START RECORD EXTRACTS
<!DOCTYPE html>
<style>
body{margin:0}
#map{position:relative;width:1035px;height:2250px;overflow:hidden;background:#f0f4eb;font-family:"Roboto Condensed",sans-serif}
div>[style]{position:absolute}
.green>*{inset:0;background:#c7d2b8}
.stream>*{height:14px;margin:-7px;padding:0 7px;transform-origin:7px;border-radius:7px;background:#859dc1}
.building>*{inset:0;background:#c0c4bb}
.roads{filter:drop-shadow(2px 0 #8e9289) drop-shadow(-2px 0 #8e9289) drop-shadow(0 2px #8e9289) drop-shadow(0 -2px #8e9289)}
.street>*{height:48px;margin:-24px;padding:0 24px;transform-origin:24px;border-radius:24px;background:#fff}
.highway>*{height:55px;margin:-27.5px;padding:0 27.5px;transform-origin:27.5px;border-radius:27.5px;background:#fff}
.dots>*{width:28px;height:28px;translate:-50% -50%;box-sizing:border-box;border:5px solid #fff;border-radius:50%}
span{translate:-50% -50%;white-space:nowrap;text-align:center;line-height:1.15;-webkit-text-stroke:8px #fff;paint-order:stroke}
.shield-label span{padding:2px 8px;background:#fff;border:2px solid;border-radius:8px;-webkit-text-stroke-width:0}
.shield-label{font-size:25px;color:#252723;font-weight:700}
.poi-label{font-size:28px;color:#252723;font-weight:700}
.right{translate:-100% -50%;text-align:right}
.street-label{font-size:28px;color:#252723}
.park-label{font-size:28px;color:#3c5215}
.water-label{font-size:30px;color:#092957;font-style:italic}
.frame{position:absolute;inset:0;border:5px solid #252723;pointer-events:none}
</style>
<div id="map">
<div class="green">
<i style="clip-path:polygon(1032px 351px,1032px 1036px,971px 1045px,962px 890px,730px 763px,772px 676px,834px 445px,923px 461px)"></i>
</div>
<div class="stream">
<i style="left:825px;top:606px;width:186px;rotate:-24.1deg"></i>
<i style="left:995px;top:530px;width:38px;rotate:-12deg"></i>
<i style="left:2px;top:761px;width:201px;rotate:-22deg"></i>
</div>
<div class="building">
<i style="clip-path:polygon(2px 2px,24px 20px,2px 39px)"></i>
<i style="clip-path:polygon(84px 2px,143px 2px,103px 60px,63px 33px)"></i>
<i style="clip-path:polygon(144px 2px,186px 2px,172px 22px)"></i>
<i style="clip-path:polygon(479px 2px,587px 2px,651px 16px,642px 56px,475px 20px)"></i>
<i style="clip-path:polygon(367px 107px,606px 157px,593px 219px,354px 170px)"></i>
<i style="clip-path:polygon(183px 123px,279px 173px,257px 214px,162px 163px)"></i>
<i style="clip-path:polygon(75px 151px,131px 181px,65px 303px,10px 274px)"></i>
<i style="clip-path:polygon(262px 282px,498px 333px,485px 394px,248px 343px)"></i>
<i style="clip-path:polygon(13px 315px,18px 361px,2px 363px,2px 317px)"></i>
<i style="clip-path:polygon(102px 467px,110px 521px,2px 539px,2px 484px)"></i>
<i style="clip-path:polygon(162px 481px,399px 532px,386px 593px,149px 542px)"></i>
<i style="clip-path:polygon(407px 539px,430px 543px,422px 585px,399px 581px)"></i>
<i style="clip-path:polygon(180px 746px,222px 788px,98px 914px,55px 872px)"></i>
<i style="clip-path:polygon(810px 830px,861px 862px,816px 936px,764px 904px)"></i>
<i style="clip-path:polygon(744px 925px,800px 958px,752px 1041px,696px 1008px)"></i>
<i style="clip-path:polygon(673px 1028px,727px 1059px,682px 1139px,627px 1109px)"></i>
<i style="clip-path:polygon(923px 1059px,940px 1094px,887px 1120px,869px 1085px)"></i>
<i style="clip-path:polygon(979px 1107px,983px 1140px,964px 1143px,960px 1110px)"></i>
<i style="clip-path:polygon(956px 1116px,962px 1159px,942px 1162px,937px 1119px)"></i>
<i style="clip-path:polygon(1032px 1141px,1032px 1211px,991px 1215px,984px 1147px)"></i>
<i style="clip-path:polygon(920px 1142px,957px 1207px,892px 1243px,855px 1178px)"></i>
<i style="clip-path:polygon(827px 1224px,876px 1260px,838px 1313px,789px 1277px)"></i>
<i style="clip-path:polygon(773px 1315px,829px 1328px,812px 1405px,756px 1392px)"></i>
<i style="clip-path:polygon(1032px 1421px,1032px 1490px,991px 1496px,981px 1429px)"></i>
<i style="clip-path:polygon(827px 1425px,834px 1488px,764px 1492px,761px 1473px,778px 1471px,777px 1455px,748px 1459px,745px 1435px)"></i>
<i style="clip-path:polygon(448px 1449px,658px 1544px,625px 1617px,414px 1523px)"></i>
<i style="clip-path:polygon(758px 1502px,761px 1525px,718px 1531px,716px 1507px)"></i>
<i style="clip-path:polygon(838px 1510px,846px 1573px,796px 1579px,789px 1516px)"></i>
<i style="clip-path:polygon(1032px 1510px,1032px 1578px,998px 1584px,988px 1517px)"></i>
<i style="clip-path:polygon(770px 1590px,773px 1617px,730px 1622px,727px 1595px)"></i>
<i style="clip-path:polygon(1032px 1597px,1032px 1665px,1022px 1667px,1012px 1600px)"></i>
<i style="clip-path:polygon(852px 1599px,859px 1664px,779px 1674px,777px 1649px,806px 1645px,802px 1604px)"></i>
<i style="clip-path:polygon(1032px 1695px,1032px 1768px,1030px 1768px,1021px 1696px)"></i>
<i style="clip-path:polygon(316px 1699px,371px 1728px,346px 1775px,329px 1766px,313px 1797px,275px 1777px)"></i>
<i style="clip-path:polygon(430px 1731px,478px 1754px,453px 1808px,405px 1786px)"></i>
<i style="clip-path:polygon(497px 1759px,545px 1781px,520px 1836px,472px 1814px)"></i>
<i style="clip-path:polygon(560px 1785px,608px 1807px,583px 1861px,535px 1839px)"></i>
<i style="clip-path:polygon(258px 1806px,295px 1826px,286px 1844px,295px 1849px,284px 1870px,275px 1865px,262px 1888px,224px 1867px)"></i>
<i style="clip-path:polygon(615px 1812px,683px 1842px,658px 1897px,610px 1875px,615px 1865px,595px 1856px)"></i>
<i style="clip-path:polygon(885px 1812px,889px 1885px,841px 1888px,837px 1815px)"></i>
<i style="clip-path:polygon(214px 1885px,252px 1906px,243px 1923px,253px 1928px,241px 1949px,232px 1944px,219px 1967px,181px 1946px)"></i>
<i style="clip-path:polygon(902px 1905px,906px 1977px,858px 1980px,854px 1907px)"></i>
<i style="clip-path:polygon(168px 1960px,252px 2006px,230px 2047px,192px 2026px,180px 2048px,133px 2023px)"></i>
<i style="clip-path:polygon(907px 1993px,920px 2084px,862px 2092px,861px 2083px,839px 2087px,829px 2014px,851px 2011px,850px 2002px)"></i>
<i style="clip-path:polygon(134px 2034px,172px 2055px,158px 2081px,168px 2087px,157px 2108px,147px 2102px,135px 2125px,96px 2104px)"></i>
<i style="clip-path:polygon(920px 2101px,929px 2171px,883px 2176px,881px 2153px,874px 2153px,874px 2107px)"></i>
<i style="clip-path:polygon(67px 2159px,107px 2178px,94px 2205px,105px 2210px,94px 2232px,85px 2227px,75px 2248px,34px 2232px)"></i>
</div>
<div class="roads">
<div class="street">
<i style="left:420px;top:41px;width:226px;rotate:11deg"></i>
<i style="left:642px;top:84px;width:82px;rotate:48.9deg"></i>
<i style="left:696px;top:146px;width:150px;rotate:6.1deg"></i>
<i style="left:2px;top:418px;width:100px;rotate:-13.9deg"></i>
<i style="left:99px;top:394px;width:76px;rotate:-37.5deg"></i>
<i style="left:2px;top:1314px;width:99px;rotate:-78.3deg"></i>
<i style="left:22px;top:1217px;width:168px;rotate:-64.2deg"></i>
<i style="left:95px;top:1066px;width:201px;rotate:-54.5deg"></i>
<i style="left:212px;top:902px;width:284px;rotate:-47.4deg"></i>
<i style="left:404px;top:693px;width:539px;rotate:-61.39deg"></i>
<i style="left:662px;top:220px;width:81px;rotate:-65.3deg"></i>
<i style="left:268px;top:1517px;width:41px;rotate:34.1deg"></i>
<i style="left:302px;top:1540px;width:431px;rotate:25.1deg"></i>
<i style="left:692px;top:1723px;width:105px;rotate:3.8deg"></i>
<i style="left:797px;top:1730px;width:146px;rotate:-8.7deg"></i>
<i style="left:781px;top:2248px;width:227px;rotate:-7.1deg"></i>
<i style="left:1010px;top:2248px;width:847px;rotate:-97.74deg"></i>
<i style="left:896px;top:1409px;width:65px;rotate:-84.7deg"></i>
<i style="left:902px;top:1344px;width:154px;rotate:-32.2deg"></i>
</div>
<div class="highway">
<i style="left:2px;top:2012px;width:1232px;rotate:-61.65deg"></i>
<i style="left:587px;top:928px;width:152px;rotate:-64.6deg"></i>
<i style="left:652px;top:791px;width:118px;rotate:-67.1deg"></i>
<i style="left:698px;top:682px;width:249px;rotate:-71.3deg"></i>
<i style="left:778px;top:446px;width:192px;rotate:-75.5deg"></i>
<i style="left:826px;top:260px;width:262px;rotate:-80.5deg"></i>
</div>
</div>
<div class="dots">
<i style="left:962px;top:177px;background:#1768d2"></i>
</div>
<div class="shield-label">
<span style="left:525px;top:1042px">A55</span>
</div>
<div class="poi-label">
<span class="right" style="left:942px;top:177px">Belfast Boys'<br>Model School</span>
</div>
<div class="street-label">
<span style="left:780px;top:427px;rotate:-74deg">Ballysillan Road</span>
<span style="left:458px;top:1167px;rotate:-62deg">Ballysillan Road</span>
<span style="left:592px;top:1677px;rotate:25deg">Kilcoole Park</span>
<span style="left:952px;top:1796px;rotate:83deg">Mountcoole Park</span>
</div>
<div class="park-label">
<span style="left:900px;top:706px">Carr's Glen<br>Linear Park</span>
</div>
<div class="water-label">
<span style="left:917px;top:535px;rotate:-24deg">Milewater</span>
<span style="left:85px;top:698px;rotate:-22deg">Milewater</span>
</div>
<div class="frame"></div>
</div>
END RECORD EXTRACTS
DIRECTIONS FOR THIS TASK ::
Search the preceding listing for "stream", then copy every line that holds it.

RESULT OF THE TASK ::
.stream>*{height:14px;margin:-7px;padding:0 7px;transform-origin:7px;border-radius:7px;background:#859dc1}
<div class="stream">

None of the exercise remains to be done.